There is another truism that goes along with this: as I have become more and more vocal about this basic conviction, it has arguably led to some of the greatest resistance and pushback that I have ever faced in my 49 years of living. Something about naming Death as being antithetical to Life raises the defences. Which I find fascinating, as all indications seem to be that such a truism is intutiive to any act of living. So why do we fight against it? Why do we insist on romanticizing Death? Even spiritualizing it? Why do we insist on normalizing cycles of decay even as we spend our lives fighting its symptoms (sickness, suffering, opppression, violence, disorder)?
Perhaps, as L’Engle suggests, it’s because the chaos is what we know. Thus to name Death in opposition is to somehow take Life down with it. Perhaps it is because naming Death forces us to have to reconcile some sense of placing responsiblity for the “state” of things somehwere, and that makes us uncomfortable. Far better to ignore the problem of evil than have to attend for it on logical grounds.

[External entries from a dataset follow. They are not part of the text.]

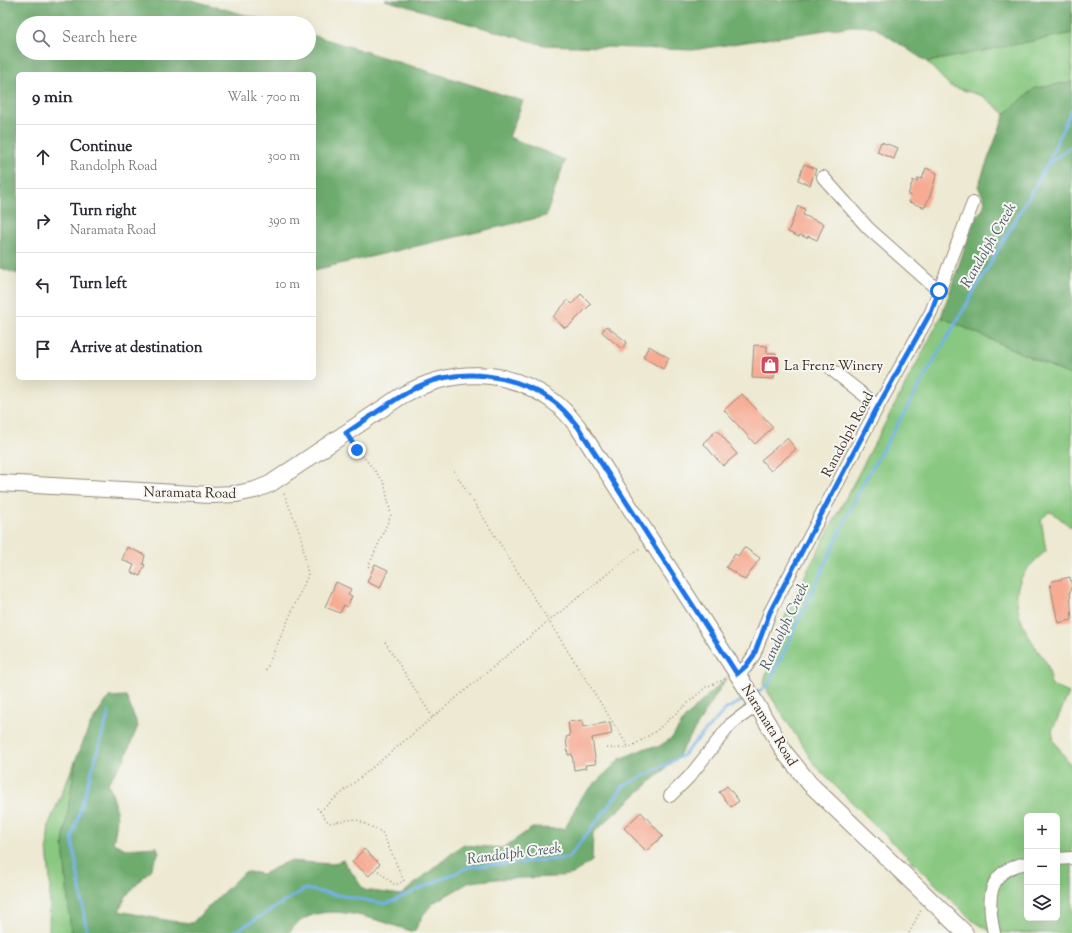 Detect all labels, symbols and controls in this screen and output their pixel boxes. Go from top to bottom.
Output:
search box [16,16,316,60]
icon: search [30,27,52,49]
text: Search here [62,28,137,49]
text: 9 min [32,86,73,110]
text: Walk · 700 m [227,89,300,107]
text: Continue [70,137,132,158]
icon: ahead [32,146,54,168]
text: 300 m [268,148,300,166]
text: Randolph Road [70,158,157,176]
water label: Randolph Creek [956,199,1022,292]
text: Turn right [70,201,136,222]
icon: right [32,210,54,232]
text: 390 m [268,212,300,230]
text: Naramata Road [70,222,156,240]
icon: left [32,274,54,296]
text: Turn left [70,274,127,295]
text: 10 m [275,276,300,294]
route start [930,282,948,300]
icon: arrive [32,338,54,360]
text: Arrive at destination [70,338,203,359]
shop icon: La Frenz Winery [759,354,781,376]
place label: La Frenz Winery [784,357,883,377]
street label: Randolph Road [818,389,880,481]
route end [348,441,366,459]
street label: Naramata Road [143,483,237,505]
water label: Randolph Creek [756,579,815,674]
street label: Naramata Road [735,681,801,771]
map controls [1024,813,1060,921]
button: + [1024,813,1060,849]
water label: Randolph Creek [466,838,563,871]
button: − [1024,849,1060,885]
button: layers [1024,885,1060,921]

Whatever it is, for me, I have settled in to this space where, despite the many questions that remain, I know this one thing to be true: if I cannot name Death in opposition to Life, I cannot name Life. And if I cannot name Life, I cannot name the symptoms of Death, be it suffering, oppression, violence decay, disorder. Without this basic truism the cosmos, for me, ceases to make logical sense.
In assessing L’Engle’s own spiritual legacy, author Sarah Arthur notes some of the inspirations that guided her own ability to occupy space between the chaos and the cosmos. One such note expresses an innate desire to “dig where it disturbs you, and see what God is doing.” After all, if we believe God is at work in all places, this should be our expectation regardless of our doubts and struggles.
And one of the most important tools we have available in doing this digging- we need someone “who can take our idols and smash them.” And what are idols but that which names this cosmos according to the lie that Death weaves. Idolatry is one of the biggest themes we find in the scriptures, and one of the most striking things about this image is precisely the way that idols image something that stands contrary to the Truth. In this way Death is not reducible to the modern conception of non-existance. Death in the ancient sense is an agency. A kind of Reality that stands in oppostion to the reality of God. It embodies disorder. It is the grounds of all suffering and oppression. It enslaves by binding us to a narrative that turns the chaos into a means of making ourselves into gods.
Only, when this happens we lose sight of our true image. Our true name. And as L’Engle’s own convictions led her to conclude, if your name isn’t known then it is a very lonely feeling (A Wind in the Door). Indeed, it becomes a very lonely world.
This sits at the heart of the spiritual quest, awakening us to the Truth that we have indeed been named according to Life, not Death. Naming is how we are known and seen in the world, not only by people but by the God who knows us. To be able to name Life is to be able to name God. And indeed, to name God is to find Life itself naming our own story as participants in the cosmos.
As I begin the slow march towards no longer being able to say “not yet 50,” I find comfort in this simple truth. I can name the cosmos despite all the chaos. And somewhere in that mix lies my own story acting in its own way in opposition to the chaos. Rather than my 40’s being the beginning of the end of a life lived in the necessary shadows of Death, it is a chance to make sense of why the cosmos awakens me to a different kind of Reality. To why that inherent need to name the cosmos sets our narratives in oppostion to the chaos. And in this, find my narrative in that mix.